**About this task**: Check each line of the material, and show the ones that include the word "centre".
== Segment start ==
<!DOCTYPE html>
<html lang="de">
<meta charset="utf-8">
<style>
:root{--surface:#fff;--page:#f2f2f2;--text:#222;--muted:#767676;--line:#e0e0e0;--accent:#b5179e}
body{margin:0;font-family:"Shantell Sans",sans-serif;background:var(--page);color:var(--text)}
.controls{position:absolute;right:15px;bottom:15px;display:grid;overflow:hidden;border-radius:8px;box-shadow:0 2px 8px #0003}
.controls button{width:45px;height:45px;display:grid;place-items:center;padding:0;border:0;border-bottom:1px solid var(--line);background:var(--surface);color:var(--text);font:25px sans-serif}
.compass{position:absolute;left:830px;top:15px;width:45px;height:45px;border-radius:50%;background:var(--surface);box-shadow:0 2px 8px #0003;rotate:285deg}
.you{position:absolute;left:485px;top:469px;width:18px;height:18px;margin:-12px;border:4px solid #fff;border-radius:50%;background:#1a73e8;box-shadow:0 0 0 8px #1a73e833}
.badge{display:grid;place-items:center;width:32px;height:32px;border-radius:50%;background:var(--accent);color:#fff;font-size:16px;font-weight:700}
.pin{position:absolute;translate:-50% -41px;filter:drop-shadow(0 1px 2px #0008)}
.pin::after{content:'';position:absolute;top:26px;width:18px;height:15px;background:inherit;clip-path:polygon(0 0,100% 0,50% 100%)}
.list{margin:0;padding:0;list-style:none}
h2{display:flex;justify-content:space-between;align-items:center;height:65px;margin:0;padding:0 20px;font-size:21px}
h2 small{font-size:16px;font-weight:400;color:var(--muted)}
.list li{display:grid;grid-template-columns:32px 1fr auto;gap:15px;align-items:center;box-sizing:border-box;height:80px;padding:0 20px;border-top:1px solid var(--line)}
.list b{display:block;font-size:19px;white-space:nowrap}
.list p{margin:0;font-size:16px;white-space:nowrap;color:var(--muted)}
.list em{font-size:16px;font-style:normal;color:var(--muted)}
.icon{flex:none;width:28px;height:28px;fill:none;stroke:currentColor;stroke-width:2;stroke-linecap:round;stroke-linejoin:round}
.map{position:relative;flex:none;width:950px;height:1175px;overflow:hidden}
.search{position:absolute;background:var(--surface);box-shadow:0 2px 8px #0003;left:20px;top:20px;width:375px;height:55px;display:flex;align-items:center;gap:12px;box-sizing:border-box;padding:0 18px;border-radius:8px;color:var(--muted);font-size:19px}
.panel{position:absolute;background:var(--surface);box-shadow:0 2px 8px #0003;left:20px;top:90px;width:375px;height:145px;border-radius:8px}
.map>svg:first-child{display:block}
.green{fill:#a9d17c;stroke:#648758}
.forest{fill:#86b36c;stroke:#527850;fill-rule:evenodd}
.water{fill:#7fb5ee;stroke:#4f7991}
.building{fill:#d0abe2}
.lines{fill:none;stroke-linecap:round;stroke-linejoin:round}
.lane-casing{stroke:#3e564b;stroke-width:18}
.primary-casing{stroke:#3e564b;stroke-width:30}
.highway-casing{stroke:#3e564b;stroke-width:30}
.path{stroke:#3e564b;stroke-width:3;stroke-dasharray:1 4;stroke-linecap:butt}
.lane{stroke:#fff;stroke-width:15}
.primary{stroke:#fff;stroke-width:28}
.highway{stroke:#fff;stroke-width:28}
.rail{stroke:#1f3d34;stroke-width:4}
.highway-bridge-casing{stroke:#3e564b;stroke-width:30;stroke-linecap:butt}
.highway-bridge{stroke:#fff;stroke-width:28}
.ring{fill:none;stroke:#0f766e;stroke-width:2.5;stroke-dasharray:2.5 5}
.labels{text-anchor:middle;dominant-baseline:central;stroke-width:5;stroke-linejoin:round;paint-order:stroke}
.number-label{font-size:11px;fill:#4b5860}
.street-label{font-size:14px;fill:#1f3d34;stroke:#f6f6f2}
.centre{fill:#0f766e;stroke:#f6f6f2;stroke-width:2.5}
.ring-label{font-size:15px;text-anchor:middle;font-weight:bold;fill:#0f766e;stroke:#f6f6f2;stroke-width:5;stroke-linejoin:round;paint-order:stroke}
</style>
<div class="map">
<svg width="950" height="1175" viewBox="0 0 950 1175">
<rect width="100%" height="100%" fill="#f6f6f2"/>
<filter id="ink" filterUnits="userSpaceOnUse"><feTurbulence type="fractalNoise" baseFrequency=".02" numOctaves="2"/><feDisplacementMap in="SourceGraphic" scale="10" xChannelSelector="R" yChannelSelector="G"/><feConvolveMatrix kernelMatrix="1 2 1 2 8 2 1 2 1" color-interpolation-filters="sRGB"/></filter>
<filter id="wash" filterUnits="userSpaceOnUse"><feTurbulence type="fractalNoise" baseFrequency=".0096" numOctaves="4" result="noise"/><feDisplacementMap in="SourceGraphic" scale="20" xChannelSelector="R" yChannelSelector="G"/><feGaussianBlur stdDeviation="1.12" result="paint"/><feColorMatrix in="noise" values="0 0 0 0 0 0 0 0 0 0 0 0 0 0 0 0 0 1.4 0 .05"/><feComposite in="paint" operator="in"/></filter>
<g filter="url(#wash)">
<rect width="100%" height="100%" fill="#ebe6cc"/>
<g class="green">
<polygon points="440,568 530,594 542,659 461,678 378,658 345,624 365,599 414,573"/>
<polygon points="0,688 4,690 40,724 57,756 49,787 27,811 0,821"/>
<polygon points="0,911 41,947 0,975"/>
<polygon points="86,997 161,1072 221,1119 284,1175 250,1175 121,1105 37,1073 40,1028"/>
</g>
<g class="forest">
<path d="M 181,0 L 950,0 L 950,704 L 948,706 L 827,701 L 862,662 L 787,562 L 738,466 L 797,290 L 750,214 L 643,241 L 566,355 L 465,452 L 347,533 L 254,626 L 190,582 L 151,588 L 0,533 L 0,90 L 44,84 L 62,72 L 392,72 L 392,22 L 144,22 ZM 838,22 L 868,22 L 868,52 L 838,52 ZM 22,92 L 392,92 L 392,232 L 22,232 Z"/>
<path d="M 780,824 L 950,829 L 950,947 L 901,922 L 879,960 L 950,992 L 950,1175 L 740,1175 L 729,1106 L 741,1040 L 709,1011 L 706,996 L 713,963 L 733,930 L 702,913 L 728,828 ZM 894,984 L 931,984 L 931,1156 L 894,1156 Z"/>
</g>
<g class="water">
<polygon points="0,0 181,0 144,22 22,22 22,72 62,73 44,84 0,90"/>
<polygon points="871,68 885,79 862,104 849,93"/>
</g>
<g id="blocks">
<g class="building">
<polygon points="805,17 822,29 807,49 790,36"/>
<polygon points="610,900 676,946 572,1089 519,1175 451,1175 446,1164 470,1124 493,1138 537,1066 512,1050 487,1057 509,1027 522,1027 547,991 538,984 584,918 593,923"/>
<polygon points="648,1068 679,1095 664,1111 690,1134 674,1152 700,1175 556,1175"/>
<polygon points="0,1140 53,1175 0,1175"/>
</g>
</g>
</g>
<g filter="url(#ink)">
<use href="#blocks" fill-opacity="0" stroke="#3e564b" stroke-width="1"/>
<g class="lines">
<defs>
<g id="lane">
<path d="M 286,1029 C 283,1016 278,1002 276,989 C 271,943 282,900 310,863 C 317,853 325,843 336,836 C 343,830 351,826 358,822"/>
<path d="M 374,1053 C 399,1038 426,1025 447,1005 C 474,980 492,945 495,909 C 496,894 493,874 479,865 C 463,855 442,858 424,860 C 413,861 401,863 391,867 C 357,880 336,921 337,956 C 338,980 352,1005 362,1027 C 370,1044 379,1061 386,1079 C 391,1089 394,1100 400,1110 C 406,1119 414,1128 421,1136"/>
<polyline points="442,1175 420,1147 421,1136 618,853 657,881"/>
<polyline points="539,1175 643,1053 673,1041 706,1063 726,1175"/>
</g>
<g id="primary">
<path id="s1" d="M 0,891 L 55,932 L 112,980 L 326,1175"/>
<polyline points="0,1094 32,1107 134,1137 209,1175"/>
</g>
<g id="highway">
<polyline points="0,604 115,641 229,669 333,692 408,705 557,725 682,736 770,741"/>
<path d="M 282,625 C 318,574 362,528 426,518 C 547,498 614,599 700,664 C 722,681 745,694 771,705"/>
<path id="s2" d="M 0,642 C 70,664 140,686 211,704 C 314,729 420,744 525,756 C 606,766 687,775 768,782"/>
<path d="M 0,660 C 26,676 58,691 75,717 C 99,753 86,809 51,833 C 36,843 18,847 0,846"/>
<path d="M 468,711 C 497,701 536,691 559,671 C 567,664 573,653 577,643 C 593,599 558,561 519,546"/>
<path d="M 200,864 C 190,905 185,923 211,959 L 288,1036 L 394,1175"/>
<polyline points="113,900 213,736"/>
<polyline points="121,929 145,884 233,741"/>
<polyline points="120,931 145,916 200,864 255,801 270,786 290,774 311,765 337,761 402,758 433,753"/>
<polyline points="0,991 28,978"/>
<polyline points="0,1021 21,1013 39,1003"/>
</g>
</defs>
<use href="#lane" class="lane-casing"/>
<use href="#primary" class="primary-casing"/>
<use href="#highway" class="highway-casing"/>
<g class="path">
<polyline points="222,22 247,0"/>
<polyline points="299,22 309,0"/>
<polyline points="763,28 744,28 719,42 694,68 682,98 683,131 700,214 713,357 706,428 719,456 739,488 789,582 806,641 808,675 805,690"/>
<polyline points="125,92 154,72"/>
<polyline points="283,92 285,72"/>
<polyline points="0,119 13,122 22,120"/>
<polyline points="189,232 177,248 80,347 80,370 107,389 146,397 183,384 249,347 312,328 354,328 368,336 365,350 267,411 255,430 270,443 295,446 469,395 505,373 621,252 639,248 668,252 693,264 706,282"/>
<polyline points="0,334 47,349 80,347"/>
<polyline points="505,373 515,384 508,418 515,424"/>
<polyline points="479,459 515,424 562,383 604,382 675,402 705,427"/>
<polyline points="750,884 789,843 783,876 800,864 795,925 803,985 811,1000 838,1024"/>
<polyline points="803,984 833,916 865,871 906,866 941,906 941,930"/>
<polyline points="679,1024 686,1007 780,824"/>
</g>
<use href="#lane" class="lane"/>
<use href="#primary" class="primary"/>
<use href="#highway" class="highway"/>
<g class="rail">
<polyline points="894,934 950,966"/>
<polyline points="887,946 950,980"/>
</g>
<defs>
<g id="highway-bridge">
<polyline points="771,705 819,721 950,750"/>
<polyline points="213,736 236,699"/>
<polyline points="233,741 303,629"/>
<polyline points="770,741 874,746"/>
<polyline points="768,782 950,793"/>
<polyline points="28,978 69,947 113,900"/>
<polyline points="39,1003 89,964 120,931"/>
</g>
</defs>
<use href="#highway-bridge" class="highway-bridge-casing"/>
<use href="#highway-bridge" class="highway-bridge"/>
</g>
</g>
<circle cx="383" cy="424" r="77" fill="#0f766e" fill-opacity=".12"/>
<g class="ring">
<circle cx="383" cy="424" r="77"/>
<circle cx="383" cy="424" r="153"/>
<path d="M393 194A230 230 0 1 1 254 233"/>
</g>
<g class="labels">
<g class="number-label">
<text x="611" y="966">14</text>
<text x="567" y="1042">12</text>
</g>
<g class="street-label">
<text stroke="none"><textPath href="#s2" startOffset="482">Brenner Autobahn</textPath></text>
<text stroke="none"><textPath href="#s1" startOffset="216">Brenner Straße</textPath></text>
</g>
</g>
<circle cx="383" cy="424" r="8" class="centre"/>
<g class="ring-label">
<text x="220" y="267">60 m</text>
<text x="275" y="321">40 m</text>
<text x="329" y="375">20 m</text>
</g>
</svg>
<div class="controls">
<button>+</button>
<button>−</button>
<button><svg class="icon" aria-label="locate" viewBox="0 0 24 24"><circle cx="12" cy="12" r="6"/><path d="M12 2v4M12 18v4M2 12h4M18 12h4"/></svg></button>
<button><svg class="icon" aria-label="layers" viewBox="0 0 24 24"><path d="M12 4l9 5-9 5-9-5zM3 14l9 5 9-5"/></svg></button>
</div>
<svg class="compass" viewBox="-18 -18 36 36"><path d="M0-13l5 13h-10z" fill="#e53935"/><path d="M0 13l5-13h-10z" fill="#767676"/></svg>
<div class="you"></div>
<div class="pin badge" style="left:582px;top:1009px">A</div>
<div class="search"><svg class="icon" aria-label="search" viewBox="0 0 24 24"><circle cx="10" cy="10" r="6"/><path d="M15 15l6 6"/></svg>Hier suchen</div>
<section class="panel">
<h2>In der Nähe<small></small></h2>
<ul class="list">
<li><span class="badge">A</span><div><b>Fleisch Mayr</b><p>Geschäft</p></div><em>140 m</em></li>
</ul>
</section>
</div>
== Segment end ==
**Solution to this problem**:
.centre{fill:#0f766e;stroke:#f6f6f2;stroke-width:2.5}
<circle cx="383" cy="424" r="8" class="centre"/>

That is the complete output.